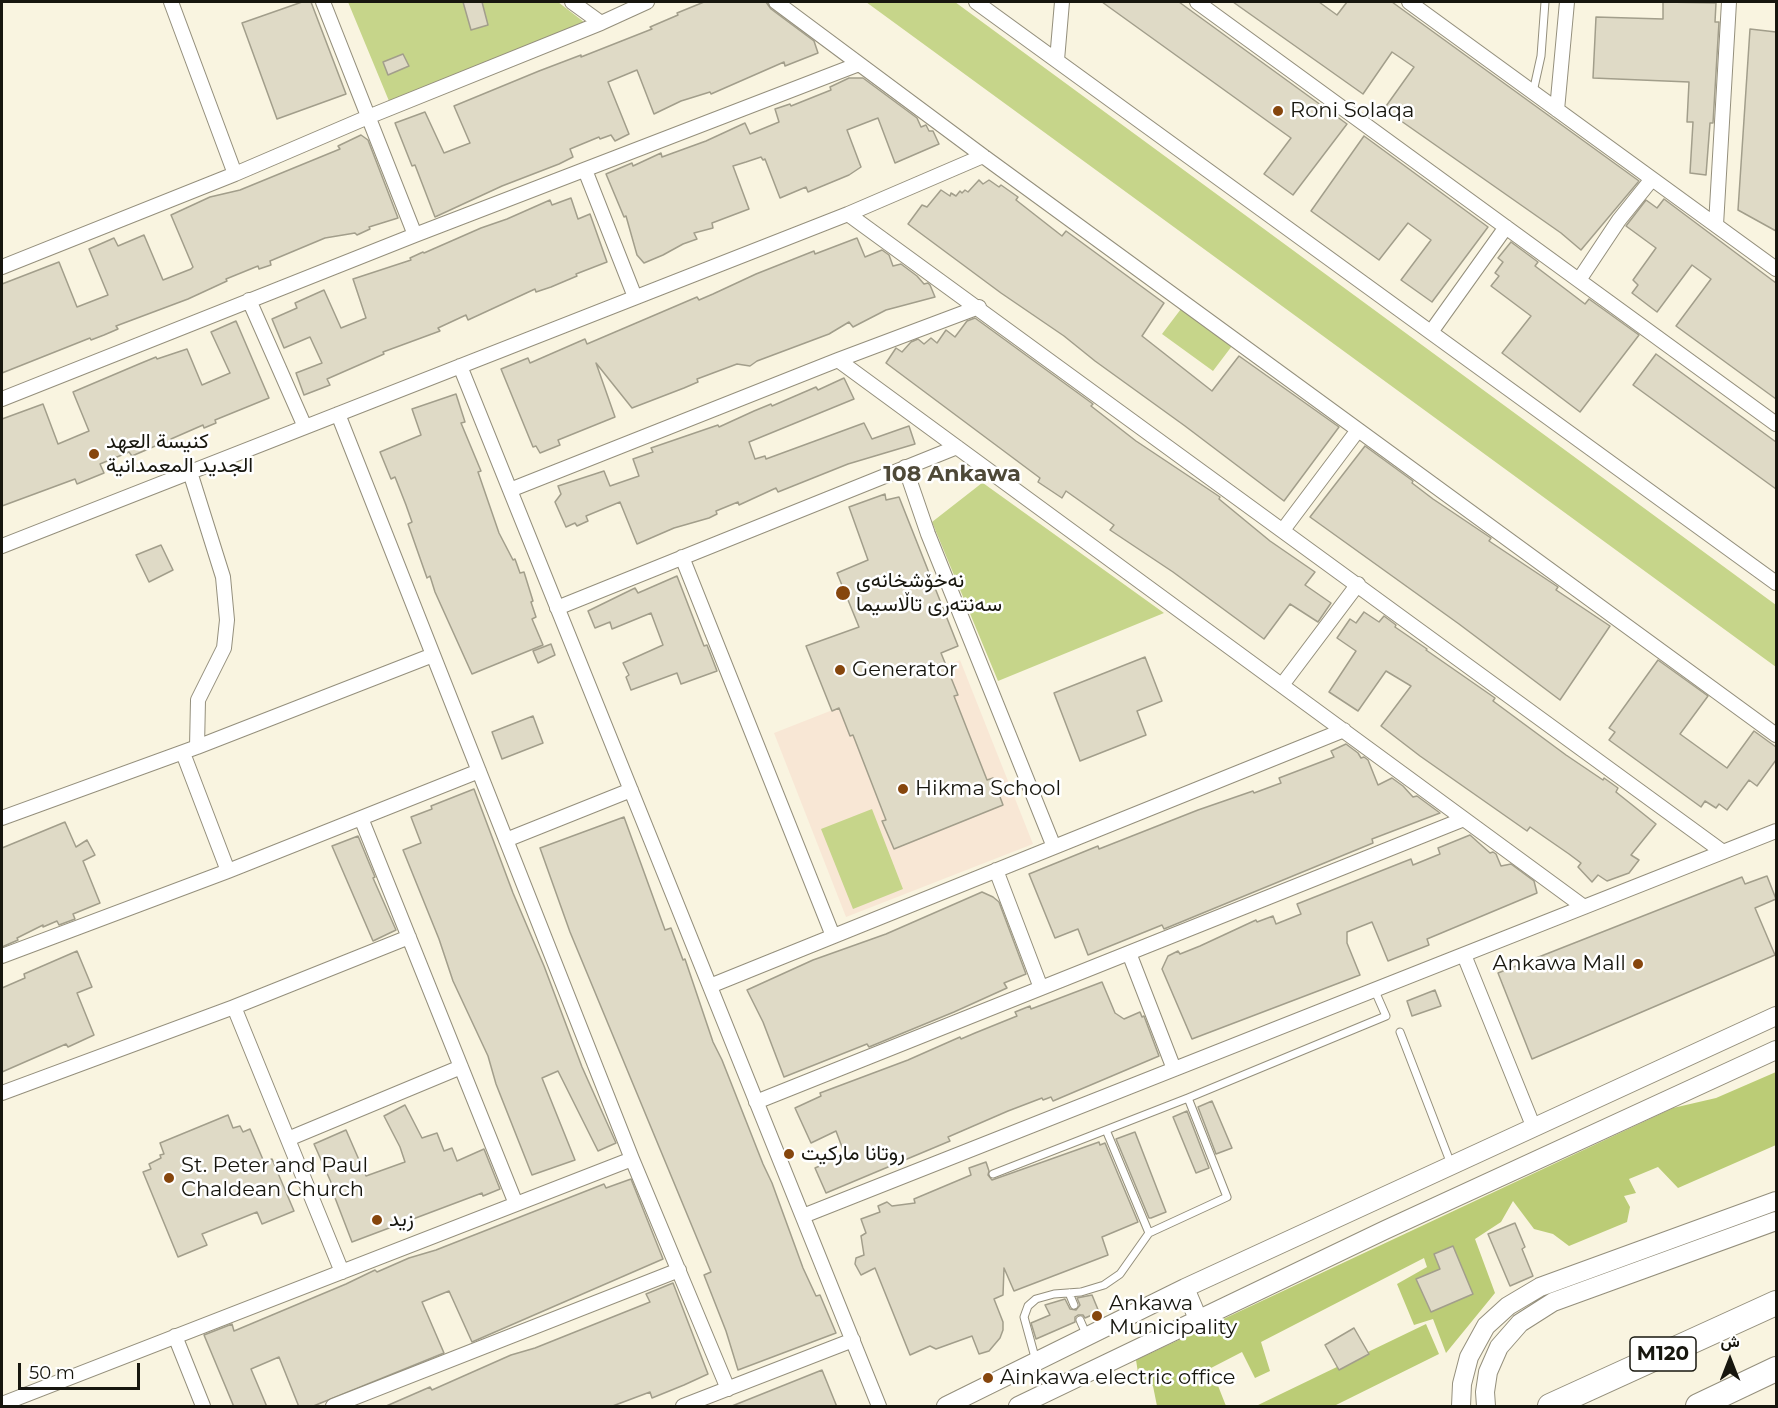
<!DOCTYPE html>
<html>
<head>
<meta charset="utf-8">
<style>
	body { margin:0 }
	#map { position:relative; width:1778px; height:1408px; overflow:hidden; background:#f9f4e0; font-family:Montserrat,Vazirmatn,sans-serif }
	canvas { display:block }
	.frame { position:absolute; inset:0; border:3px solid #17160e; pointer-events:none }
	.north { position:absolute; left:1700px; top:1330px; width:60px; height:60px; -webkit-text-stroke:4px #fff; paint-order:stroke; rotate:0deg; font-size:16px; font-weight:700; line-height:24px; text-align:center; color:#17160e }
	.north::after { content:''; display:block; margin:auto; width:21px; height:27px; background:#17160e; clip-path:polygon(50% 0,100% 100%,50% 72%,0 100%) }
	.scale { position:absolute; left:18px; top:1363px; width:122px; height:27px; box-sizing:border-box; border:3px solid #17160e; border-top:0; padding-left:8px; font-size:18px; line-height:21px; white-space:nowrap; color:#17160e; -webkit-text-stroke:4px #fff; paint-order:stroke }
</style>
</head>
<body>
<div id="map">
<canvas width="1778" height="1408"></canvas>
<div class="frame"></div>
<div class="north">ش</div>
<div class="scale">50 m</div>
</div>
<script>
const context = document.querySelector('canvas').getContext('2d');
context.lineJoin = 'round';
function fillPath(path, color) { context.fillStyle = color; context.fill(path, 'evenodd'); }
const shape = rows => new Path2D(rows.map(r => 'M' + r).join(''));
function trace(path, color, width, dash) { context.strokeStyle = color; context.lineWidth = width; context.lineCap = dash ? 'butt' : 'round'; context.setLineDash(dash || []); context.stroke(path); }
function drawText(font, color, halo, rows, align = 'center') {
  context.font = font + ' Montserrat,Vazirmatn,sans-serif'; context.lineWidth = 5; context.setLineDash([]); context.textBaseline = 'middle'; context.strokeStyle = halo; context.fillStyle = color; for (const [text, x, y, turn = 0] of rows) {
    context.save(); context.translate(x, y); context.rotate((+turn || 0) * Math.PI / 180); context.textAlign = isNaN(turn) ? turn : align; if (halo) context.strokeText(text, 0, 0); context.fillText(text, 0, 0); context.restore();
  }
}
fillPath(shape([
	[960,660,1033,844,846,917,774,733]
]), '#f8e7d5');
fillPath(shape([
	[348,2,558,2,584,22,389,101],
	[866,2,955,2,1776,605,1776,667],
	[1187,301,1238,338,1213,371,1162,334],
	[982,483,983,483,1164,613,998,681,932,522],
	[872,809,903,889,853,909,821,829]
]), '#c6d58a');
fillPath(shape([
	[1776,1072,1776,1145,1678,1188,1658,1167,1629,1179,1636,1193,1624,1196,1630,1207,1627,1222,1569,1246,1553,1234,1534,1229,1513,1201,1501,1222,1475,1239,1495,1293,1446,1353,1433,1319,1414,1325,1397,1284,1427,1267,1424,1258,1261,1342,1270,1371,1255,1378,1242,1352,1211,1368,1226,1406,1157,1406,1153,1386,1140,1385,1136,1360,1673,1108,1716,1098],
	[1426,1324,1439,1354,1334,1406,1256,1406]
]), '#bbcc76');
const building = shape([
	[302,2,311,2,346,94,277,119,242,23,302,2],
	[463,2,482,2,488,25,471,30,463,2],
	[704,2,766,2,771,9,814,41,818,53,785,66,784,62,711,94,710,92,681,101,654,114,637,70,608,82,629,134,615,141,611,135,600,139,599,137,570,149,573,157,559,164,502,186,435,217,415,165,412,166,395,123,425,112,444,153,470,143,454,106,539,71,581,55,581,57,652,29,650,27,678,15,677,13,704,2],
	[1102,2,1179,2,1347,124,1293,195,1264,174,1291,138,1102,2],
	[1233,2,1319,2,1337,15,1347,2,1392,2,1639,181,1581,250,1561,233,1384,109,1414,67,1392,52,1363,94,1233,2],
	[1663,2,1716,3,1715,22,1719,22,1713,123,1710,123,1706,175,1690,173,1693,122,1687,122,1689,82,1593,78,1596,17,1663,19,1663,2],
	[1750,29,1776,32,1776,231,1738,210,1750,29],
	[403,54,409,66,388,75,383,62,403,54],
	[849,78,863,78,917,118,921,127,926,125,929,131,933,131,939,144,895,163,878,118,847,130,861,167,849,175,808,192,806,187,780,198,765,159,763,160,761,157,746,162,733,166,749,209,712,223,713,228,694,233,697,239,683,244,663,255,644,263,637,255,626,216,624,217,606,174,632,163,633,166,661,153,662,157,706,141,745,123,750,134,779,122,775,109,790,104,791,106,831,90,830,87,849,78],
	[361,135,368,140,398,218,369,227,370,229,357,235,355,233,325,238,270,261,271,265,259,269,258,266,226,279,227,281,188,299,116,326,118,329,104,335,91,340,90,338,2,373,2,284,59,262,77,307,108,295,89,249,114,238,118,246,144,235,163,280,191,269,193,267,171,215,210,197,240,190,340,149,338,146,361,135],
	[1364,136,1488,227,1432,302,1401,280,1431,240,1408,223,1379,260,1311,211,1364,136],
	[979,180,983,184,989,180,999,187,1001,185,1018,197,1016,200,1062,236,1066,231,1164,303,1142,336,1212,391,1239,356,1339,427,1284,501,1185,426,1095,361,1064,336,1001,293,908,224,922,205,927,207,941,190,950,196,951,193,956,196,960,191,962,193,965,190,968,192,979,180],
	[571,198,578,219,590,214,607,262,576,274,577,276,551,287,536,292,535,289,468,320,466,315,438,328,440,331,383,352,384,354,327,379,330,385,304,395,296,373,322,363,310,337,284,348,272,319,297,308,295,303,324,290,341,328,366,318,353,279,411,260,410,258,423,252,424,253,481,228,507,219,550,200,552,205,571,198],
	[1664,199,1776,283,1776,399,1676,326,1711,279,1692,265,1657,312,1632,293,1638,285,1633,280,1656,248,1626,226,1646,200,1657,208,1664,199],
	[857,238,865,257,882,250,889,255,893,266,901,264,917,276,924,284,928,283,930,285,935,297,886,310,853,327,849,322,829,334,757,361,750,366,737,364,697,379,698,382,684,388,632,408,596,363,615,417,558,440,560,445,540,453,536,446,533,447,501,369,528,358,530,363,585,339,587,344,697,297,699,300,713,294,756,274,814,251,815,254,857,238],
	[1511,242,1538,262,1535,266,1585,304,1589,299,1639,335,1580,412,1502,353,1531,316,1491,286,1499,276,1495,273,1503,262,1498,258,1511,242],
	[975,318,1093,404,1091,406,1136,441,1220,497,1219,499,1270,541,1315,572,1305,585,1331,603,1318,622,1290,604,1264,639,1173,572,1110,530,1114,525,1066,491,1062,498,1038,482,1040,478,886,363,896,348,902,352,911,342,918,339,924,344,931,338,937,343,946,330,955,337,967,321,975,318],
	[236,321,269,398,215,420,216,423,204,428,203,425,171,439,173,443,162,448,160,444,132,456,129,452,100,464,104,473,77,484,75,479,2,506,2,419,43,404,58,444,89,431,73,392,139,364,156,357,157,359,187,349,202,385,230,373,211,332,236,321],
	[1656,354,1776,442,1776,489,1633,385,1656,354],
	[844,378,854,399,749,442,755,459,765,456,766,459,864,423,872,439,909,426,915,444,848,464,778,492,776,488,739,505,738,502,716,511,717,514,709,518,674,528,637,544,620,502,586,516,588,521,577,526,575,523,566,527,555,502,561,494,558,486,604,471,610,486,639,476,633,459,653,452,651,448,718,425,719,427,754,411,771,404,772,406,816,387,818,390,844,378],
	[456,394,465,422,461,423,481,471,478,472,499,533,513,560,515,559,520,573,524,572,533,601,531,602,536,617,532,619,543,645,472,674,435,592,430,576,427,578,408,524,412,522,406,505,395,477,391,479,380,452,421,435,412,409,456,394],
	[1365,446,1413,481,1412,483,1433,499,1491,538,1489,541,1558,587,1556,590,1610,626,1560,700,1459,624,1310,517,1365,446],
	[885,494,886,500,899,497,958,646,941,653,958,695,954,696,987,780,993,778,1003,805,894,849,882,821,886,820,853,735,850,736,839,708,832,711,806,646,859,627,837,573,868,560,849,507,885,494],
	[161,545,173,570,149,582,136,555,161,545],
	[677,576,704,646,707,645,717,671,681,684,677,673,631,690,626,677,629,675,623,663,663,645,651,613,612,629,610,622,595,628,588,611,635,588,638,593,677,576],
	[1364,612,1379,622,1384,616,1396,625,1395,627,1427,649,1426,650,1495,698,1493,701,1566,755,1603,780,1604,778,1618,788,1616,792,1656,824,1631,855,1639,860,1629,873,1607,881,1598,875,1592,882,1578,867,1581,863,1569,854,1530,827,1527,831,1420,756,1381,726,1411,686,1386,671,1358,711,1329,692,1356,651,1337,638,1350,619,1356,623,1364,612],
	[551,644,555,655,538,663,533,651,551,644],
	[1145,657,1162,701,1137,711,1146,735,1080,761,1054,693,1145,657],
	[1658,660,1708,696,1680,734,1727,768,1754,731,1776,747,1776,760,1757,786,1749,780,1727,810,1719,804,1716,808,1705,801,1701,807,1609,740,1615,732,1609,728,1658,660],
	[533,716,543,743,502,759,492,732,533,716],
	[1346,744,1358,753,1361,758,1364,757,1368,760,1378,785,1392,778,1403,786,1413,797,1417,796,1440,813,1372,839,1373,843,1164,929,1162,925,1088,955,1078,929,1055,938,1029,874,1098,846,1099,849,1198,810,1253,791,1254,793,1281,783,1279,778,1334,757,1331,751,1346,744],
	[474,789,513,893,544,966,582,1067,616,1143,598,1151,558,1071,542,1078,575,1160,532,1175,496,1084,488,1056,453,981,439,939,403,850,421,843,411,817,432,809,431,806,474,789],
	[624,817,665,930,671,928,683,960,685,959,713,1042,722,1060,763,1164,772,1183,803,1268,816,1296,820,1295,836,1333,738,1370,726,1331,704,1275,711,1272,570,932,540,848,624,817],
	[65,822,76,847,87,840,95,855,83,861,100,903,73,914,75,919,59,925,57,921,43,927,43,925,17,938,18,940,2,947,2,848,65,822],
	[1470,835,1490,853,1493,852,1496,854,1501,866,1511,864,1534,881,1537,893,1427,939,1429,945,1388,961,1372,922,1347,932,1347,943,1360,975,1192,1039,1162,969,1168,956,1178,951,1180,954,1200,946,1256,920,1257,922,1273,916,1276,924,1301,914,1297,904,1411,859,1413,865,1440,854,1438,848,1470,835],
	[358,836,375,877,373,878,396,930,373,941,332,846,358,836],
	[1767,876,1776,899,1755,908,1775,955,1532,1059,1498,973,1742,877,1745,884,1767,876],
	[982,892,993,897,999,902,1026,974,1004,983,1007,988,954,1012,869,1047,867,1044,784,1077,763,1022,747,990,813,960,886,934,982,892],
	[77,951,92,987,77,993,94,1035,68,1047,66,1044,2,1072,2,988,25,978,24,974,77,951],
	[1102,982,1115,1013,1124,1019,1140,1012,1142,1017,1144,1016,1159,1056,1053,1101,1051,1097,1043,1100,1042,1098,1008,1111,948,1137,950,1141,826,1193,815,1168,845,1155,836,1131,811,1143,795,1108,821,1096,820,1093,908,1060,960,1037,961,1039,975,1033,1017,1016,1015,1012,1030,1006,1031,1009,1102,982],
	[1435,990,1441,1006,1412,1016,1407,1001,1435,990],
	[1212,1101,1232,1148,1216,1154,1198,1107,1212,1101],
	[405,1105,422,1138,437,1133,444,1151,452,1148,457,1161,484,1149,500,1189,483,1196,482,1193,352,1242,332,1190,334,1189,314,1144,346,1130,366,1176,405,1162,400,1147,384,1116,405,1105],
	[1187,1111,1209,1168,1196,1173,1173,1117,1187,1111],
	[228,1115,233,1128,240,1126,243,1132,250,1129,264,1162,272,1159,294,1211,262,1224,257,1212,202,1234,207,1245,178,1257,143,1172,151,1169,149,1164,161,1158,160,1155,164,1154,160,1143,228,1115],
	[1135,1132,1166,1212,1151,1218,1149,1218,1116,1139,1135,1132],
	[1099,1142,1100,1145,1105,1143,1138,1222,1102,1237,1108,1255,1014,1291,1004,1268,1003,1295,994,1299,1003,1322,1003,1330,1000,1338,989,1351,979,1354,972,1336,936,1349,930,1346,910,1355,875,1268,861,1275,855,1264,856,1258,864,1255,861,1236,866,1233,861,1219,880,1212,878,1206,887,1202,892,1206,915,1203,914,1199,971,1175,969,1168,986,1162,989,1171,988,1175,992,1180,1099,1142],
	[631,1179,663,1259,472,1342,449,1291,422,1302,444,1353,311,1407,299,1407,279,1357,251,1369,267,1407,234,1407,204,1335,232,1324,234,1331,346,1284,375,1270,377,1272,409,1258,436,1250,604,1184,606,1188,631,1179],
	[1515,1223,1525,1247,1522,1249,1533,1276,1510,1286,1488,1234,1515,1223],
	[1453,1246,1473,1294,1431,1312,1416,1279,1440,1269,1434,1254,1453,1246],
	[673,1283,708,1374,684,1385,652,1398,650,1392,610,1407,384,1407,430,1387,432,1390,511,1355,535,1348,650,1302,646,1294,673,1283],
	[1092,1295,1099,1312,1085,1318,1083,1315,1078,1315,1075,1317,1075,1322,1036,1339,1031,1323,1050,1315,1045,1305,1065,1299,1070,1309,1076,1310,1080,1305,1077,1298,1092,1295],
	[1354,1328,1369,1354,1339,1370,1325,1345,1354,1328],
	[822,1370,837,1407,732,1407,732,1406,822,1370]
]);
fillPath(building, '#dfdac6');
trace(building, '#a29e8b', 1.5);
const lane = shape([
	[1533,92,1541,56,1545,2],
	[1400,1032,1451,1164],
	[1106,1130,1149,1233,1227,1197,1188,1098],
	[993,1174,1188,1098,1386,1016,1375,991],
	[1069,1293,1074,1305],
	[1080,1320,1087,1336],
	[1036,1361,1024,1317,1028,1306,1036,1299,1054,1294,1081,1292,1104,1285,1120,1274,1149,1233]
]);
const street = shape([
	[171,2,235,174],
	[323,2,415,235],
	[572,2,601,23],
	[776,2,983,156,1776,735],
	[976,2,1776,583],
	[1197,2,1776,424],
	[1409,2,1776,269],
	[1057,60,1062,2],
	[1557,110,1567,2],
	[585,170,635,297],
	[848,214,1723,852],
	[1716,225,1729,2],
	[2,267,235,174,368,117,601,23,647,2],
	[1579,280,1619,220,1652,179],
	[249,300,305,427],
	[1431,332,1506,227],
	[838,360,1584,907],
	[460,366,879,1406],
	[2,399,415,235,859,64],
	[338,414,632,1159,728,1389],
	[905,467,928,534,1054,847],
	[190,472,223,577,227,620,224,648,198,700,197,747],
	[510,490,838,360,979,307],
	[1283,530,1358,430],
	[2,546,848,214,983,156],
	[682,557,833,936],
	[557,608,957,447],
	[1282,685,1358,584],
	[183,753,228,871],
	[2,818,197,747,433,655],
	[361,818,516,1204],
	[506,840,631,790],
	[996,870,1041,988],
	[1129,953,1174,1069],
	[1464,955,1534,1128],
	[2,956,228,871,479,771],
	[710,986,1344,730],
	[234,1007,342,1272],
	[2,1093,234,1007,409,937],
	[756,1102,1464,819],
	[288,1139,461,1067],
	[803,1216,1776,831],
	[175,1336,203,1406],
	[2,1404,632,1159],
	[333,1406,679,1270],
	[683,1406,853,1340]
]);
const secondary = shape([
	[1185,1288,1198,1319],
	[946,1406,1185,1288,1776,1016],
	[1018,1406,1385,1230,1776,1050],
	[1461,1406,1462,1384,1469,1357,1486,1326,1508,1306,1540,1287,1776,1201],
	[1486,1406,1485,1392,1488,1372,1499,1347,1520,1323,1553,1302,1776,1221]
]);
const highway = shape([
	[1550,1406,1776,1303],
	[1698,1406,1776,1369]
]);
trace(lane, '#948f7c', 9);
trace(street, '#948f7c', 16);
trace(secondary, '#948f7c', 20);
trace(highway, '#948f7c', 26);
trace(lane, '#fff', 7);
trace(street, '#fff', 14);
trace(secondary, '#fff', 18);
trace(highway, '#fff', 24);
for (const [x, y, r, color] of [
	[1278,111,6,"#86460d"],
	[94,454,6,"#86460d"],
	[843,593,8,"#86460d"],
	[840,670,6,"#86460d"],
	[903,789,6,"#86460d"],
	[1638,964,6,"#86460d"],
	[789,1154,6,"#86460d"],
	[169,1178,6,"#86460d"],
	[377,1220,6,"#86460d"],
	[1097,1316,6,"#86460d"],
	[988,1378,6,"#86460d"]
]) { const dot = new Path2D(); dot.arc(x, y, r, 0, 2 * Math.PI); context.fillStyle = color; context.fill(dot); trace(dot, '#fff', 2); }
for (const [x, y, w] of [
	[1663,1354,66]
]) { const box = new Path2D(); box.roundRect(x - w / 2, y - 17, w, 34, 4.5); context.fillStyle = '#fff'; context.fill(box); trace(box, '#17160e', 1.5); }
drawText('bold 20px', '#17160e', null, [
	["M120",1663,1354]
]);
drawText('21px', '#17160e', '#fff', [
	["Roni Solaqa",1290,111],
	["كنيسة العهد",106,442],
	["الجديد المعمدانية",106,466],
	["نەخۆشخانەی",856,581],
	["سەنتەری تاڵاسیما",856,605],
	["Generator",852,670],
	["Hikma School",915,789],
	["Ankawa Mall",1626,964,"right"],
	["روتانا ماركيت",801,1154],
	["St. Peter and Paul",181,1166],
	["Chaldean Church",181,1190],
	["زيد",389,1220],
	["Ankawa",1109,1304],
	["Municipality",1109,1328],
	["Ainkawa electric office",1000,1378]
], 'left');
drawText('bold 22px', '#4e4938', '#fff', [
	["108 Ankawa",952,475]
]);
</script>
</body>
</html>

# # # # #

■ THE TASK ■
What you return must match the lines from the top of the data through the line with "context.lineJoin = 'round';" exactly, with the pictures removed.

■ RESULT OF THIS EXERCISE ■
<!DOCTYPE html>
<html>
<head>
<meta charset="utf-8">
<style>
	body { margin:0 }
	#map { position:relative; width:1778px; height:1408px; overflow:hidden; background:#f9f4e0; font-family:Montserrat,Vazirmatn,sans-serif }
	canvas { display:block }
	.frame { position:absolute; inset:0; border:3px solid #17160e; pointer-events:none }
	.north { position:absolute; left:1700px; top:1330px; width:60px; height:60px; -webkit-text-stroke:4px #fff; paint-order:stroke; rotate:0deg; font-size:16px; font-weight:700; line-height:24px; text-align:center; color:#17160e }
	.north::after { content:''; display:block; margin:auto; width:21px; height:27px; background:#17160e; clip-path:polygon(50% 0,100% 100%,50% 72%,0 100%) }
	.scale { position:absolute; left:18px; top:1363px; width:122px; height:27px; box-sizing:border-box; border:3px solid #17160e; border-top:0; padding-left:8px; font-size:18px; line-height:21px; white-space:nowrap; color:#17160e; -webkit-text-stroke:4px #fff; paint-order:stroke }
</style>
</head>
<body>
<div id="map">
<canvas width="1778" height="1408"></canvas>
<div class="frame"></div>
<div class="north">ش</div>
<div class="scale">50 m</div>
</div>
<script>
const context = document.querySelector('canvas').getContext('2d');
context.lineJoin = 'round';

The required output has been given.